08/04/2019 08:00:00

Invasi siciliani pieni d'acqua. Si allontana il pericolo siccità per le campagne

Non tutto il maltempo viene per nuocere: continua a piovere sulla Sicilia, si allontana lo spettro siccità per le campagne dell'Isola. Le piogge cadute tra la fine del 2018 e il 2019 hanno infatti innalzato fino ai livelli di guardia i volumi accumulati nelle dighe, e il dipartimento Acqua e rifiuti della Regione ha già provveduto all'assegnazione delle quote d'acqua per i terreni agricoli nelle varie province. La buona notizia è arrivata ieri dalla Cia Sicilia Occidentale, e a conferma di quanto sia diverso il quadro negli invasi del territorio, rispetto a quello registrato nella scorsa estate e nel 2017, basta dare un'occhiata all'ultimo monitoraggio dell'Osservatorio acque regionale, aggiornato a marzo 2018.

Nel confronto con lo stesso periodo del 2018, infatti, le 25 dighe siciliane, salvo poche eccezioni, presentano volumi d'acqua in netto aumento, mentre la massa idrica totale è addirittura cresciuta del 105%, passando da 306 a 627 milioni metri cubi: più del doppio nell'arco di 12 mesi. E a trainare verso l'alto l'asticella delle riserve sono gli invasi che negli ultimi anni hanno avuto le maggiori criticità, ovvero Poma, Ogliastro, e Pozzillo. Nel dettaglio, la diga di Poma, che a marzo del 2018 aveva un volume di 32 milioni di metri cubi, adesso è arrivata a quota 64, mentre quella di Ogliastro è salita da 19 a 54, sfiorando la sua capacità di invaso totale (57), così come Pozzillo, che da una situazione a dir poco preoccupante, con poco più di 19 milioni di metri cubi d'acqua, è passata a circa 80 milioni.

Il quadro, spiega l'ingegner Salvatore Alecci, presidente dell'Associazione idrotecnica della Sicilia Orinetale, «potrebbe essere perfino migliore se alcuni bacini venissero utilizzati al pieno delle loro capacità volumetriche, ma ad oggi, purtroppo, permangono problemi strutturali, nonché il fenomeno dell'interrimento, cioè il progressivo accumularsi dei detriti trasportati dai corsi d'acqua all'interno degli invasi. Problemi che la Regione sta affrontando, con nuove gare per il collaudo già bandite». Intanto, per l'estate che verrà, il rischio di un razionamento idrico sembra scongiurato, almeno per il momento, e gli agricoltori, ricordando le recenti emergenze, tirano già un sospiro di sollievo, soddisfatti, come sottolinea Antonino Cossentino, presidente della Cia Sicilia Occidentale, «per le quote assegnate alla nostre campagne», grazie alle quali «avremo a disposizione volumi di acqua che ci permetteranno di portare a compimento le nostre coltivazioni».

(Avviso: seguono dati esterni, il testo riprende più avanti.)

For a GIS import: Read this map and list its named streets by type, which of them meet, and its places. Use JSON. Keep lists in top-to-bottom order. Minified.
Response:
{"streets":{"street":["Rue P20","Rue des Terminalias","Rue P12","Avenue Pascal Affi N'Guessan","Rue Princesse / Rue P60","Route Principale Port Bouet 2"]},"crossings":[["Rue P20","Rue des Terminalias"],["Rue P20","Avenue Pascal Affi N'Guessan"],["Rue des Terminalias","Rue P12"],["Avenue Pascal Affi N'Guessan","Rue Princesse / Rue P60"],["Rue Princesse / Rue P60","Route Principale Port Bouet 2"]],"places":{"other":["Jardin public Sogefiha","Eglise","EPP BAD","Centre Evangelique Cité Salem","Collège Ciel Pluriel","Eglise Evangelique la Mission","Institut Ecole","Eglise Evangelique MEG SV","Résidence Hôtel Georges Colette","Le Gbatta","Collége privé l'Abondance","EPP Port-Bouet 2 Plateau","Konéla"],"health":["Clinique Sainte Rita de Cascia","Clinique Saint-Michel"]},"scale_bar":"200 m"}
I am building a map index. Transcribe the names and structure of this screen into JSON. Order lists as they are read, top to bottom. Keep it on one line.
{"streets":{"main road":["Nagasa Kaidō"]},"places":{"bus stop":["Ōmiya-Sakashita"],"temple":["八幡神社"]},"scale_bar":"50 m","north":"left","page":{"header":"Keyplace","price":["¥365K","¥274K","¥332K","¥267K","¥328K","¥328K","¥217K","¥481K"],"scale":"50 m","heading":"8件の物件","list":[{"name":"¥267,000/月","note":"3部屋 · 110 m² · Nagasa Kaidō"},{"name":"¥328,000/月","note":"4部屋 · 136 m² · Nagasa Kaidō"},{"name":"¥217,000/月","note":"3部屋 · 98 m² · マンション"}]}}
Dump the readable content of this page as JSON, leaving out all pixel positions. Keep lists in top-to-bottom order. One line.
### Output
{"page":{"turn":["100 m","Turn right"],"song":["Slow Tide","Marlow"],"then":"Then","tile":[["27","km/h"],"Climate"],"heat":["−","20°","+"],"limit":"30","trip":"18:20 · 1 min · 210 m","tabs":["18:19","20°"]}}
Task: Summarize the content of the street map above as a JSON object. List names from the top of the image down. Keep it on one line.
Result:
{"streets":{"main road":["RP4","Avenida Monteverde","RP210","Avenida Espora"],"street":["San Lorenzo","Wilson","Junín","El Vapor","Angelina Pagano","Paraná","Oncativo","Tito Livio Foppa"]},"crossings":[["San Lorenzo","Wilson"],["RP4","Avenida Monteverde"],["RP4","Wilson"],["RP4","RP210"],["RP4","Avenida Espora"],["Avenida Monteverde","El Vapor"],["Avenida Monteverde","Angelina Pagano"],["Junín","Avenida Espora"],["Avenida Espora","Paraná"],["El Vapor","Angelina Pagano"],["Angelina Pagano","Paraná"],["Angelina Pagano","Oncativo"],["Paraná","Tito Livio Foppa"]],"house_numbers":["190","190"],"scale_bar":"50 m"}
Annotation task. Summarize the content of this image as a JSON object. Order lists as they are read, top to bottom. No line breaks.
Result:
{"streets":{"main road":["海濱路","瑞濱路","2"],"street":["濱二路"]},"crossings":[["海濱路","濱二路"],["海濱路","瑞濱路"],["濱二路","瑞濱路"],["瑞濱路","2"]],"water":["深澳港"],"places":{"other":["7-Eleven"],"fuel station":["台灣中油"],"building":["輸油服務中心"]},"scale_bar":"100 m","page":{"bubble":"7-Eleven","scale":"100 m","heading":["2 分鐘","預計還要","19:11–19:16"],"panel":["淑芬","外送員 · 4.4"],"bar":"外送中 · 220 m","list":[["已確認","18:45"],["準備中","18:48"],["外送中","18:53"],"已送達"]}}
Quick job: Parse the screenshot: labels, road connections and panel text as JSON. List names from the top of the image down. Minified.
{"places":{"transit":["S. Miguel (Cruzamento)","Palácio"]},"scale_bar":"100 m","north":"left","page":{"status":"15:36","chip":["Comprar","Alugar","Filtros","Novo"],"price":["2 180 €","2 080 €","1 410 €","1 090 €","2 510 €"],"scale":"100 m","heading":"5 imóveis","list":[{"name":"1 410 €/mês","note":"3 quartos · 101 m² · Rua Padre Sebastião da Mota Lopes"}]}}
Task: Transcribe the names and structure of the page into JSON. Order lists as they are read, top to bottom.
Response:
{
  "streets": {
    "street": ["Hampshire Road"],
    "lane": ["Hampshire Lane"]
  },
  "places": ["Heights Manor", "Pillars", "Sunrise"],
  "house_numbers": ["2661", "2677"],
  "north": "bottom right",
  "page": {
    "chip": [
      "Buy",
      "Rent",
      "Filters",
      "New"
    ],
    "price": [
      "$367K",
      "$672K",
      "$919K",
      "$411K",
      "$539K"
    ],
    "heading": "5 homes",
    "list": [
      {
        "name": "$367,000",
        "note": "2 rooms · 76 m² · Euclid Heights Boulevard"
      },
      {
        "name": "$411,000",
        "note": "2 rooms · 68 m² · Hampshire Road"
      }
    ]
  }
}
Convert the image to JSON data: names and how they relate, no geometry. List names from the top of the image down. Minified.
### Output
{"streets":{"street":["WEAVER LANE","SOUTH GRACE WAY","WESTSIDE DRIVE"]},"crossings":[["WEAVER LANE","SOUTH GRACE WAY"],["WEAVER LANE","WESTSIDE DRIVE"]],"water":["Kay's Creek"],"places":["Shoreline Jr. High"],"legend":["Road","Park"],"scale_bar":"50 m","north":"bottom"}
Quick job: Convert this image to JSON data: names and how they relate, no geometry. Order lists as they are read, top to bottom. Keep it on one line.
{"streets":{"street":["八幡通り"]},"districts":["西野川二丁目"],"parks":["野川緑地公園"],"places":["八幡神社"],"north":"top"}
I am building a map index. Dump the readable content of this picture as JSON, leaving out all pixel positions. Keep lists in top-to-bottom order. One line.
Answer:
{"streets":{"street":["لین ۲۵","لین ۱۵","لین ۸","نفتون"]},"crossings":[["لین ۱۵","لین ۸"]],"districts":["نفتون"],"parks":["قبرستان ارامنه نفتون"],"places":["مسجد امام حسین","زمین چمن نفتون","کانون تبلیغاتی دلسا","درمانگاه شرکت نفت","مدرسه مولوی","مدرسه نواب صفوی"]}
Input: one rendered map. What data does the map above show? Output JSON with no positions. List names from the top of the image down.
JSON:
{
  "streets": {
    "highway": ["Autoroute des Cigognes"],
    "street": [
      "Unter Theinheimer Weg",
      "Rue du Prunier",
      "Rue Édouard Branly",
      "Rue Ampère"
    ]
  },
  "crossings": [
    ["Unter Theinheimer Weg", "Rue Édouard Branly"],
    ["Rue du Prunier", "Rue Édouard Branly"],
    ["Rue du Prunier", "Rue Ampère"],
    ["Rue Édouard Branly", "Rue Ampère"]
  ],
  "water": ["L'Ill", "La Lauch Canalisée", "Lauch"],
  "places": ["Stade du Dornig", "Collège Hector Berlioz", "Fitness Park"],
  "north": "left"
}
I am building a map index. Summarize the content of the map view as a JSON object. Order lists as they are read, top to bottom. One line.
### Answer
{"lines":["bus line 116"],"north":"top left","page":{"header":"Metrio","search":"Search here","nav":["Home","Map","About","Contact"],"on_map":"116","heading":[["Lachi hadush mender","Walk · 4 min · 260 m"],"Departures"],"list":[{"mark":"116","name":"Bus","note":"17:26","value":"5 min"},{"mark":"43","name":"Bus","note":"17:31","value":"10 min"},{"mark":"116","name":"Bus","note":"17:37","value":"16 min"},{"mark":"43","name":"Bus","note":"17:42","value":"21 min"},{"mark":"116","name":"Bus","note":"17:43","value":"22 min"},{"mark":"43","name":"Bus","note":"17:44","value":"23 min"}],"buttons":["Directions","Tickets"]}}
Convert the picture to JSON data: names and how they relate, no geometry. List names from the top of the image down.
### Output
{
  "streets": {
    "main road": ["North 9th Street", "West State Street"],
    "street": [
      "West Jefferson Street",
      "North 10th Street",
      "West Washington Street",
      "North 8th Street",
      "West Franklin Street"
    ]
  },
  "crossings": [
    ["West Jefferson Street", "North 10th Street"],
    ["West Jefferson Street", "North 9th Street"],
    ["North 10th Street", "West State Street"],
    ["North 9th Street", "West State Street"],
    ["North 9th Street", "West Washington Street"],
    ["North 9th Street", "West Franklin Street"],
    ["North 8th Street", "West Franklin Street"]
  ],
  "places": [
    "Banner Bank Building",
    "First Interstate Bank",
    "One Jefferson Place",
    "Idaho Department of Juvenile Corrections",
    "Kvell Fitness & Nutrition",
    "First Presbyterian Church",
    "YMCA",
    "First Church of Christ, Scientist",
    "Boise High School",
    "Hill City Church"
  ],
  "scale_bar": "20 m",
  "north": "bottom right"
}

Cossentino invita però a non distogliere l'attenzione su un'altra criticità siciliana, che non dipende, stavolta, dalle condizioni meteoclimatiche dell'Isola: la dispersione idrica, visto che su quasi tutto il territorio «la rete di distribuzione presenta ancora troppe falle, e tanto prezioso liquido va sprecato». Un argomento sul quale ieri è tornato anche Antonio Lo Baido, portavoce del Comitato invaso Poma, sollecitando «l'impegno del Consorzio di Bonifica di Palermo per gli interventi sulla rete di distribuzione, che hanno bisogno di azioni esecutive immediate e mirate». Ma qual è, ad oggi, lo stato della rete idrica siciliana? Alecci vede il bicchiere mezzo pieno: «la fotografia non è rosea, ma neanche così fosca rispetto ad altre regioni, perché la dispersione è in linea con la media nazionale, che si attesta intorno al 47%. Il sistema andrebbe comunque maggiormente monitorato, soprattutto le reti destinate all'uso domestico, dove la dispersione è maggiore». Antonella Leto, Coordinatrice in Sicilia del Forum per l'acqua pubblica, ricordando la media nazionale, ma anche i più recenti dati della Regione, vede invece il rovescio della medaglia: «negli ultimi 10 anni la dispersione d'acqua in Sicilia è passata dal 36% ad oltre il 45%, con punte anche superiori all'80% in certe zone. Tutto ciò, a fronte di costi tra i più alti dello Stivale: circa 500 euro per utenza rispetto alla media italiana di 370 euro».